For the Mars Perseverance mission, NASA scientists decided to try something novel: in addition to sending a rover, they would also send up a small aircraft. The airplane Ingenuity has considerably surpassed expectations, despite being initially intended as a straightforward technological demonstration.
Hard Grip, an engineer at NASA’s Jet Propulsion Laboratory (JPL) in California who is the aerodynamics and flight control lead and the chief pilot for the Ingenuity helicopter, said during a press conference during the American Geophysical Union Fall Meeting, which is taking place this week in Chicago and virtually, “It did such a good job in fact that we even though we originally were meant to fly only up to five times on Mars, we got a new mission.”Now, inventiveness would aid in scouting ahead for the Perseverance rover by surveying the terrain from the air.
In fact, Ingenuity has been so effective that scientists are already preparing to use successor helicopters to investigate Mars and beyond, including how future helicopters could further investigate and even sample the Martian environment and how NASA’s Dragonfly mission to Saturn’s moon Titan will use a helicopter to assist in our study of an entirely different world.

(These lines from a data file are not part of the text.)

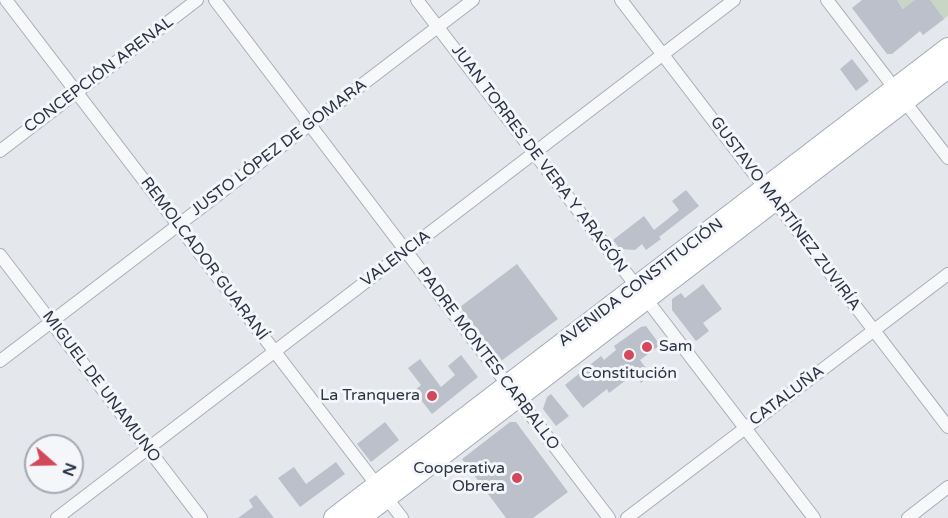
<!DOCTYPE html>
<html>
<head>
<meta charset="utf-8">
<style>
	body { margin:0 }
	#map { position:relative; width:948px; height:518px; overflow:hidden; background:#e4e7ec; font-family:"Varela Round",sans-serif }
	canvas { display:block }
	.north { position:absolute; left:24px; top:434px; width:60px; height:60px; box-sizing:border-box; background:#f4f6f9; border:2px solid #a4a8b1; border-radius:50%; rotate:110deg; font-size:16px; font-weight:700; line-height:24px; text-align:center; color:#2b3445 }
	.north::after { content:''; display:block; margin:auto; width:21px; height:27px; background:#d1495b; clip-path:polygon(50% 0,100% 100%,50% 72%,0 100%) }
</style>
</head>
<body>
<div id="map">
<canvas width="948" height="518"></canvas>
<div class="north">N</div>
</div>
<script>
const context = document.querySelector('canvas').getContext('2d');
context.lineJoin = 'round';
function fill(path, color) {
  context.fillStyle = color;
  context.fill(path, 'evenodd');
}
function strokePath(path, color, width, dash) {
  context.strokeStyle = color;
  context.lineWidth = width;
  context.lineCap = dash ? 'butt' : 'round';
  context.setLineDash(dash || []);
  context.stroke(path);
}
function write(font, color, halo, rows, align = 'center') {
  context.font = font + ' "Varela Round",sans-serif';
  context.lineWidth = 6;
  context.setLineDash([]);
  context.textBaseline = 'middle';
  context.strokeStyle = halo;
  context.fillStyle = color;
  for (const [text, x, y, turn = 0] of rows) {
    context.save();
    context.translate(x, y);
    context.rotate((+turn || 0) * Math.PI / 180);
    context.textAlign = isNaN(turn) ? turn : align;
    if (halo) context.strokeText(text, 0, 0);
    context.fillText(text, 0, 0);
    context.restore();
  }
}
const green = new Path2D(`
	M897 0H948V16L923 35Z`);
const building = new Path2D(`
	M862 0H897L903 9 915 0H930L944 19 923 35 920 31 892 54H887L852 8Z
	M852 59 869 81 856 91 840 69Z
	M686 190 699 206 659 237 661 239 646 250 642 244 635 250 620 249 613 240 644 216 654 230 679 210 672 201Z
	M517 264 558 319 501 361 460 307Z
	M703 284 722 309 703 323 709 331 696 341 672 310V299L681 293 685 298Z
	M646 326 660 345 640 360 651 375 641 383 634 374 609 393 607 389 583 408 565 385 601 356 604 360 616 350 614 346 641 327Z
	M461 355 478 377 432 414 414 391 421 385 408 368 420 359 441 387 455 375 448 366Z
	M551 394 569 416 556 426 543 409 547 397Z
	M385 422 399 440 371 462 357 444Z
	M510 422H516L568 492 533 518H506L462 459Z
	M336 462 345 474 300 507 278 478 294 467 306 484Z
	M256 495 274 518H238L253 507 249 500Z`);
const street = new Path2D(`
	M6 0 402 518
	M215 0 609 518
	M417 0 814 518
	M621 0 948 427
	M827 0 948 158
	M0 151 197 0
	M0 255 201 518
	M0 361 473 0
	M57 518 734 0
	M627 518 948 274
	M908 518 948 487`);
const primary = new Path2D(`
	M334 518 948 48
	M360 518 948 68`);
const markers = [
	[647,347,6,"#d1495b"],
	[629,355,6,"#d1495b"],
	[432,396,6,"#d1495b"],
	[517,478,6,"#d1495b"]
];
const streetNames = [
	["CONCEPCIÓN ARENAL",99,75,-37],
	["JUSTO LÓPEZ DE GOMARA",279,148,-37],
	["JUAN TORRES DE VERA Y ARAGÓN",539,159,53],
	["GUSTAVO MARTÍNEZ ZUVIRÍA",785,214,53],
	["REMOLCADOR GUARANÍ",204,259,53],
	["VALENCIA",396,259,-37],
	["AVENIDA CONSTITUCIÓN",641,283,-37],
	["PADRE MONTES CARBALLO",488,359,53],
	["MIGUEL DE UNAMUNO",101,387,53],
	["CATALUÑA",787,396,-37]
];
const poiNames = [
	["Sam",659,347,"left"],
	["Constitución",629,374,"center"],
	["La Tranquera",420,396],
	["Cooperativa",505,469],
	["Obrera",505,487]
];
fill(green, '#c9d6c5');
fill(building, '#bbc0ca');
strokePath(street, '#a9aeb7', 14);
strokePath(primary, '#a3abb8', 22);
strokePath(street, '#f7f8fa', 12);
strokePath(primary, '#fff', 20);
for (const [x, y, r, color] of markers) {
  const dot = new Path2D();
  dot.arc(x, y, r, 0, 2 * Math.PI);
  context.fillStyle = color;
  context.fill(dot);
  strokePath(dot, '#f4f6f9', 2);
}
write('16px', '#2b3445', '#f4f6f9', streetNames);
write('16px', '#2b3445', '#f4f6f9', poiNames, 'right');
</script>
</body>
</html>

Although Ingenuity’s maiden flight was simply a 39-second demonstration, it has since scouted for Perseverance and taken in-depth pictures of a Martian outcrop that have helped researchers build a 3D model to investigate the area. In order to offer engineers a useful view of their work on the equipment after it had been used, it also took photographs of Perseverance’s landing equipment.
Before landing on Mars, the Ingenuity team created a pilot’s logbook for the helicopter and included numerous more pages because they believed a five-page logbook would seem ridiculous, according to Grip, who discussed this during the briefing.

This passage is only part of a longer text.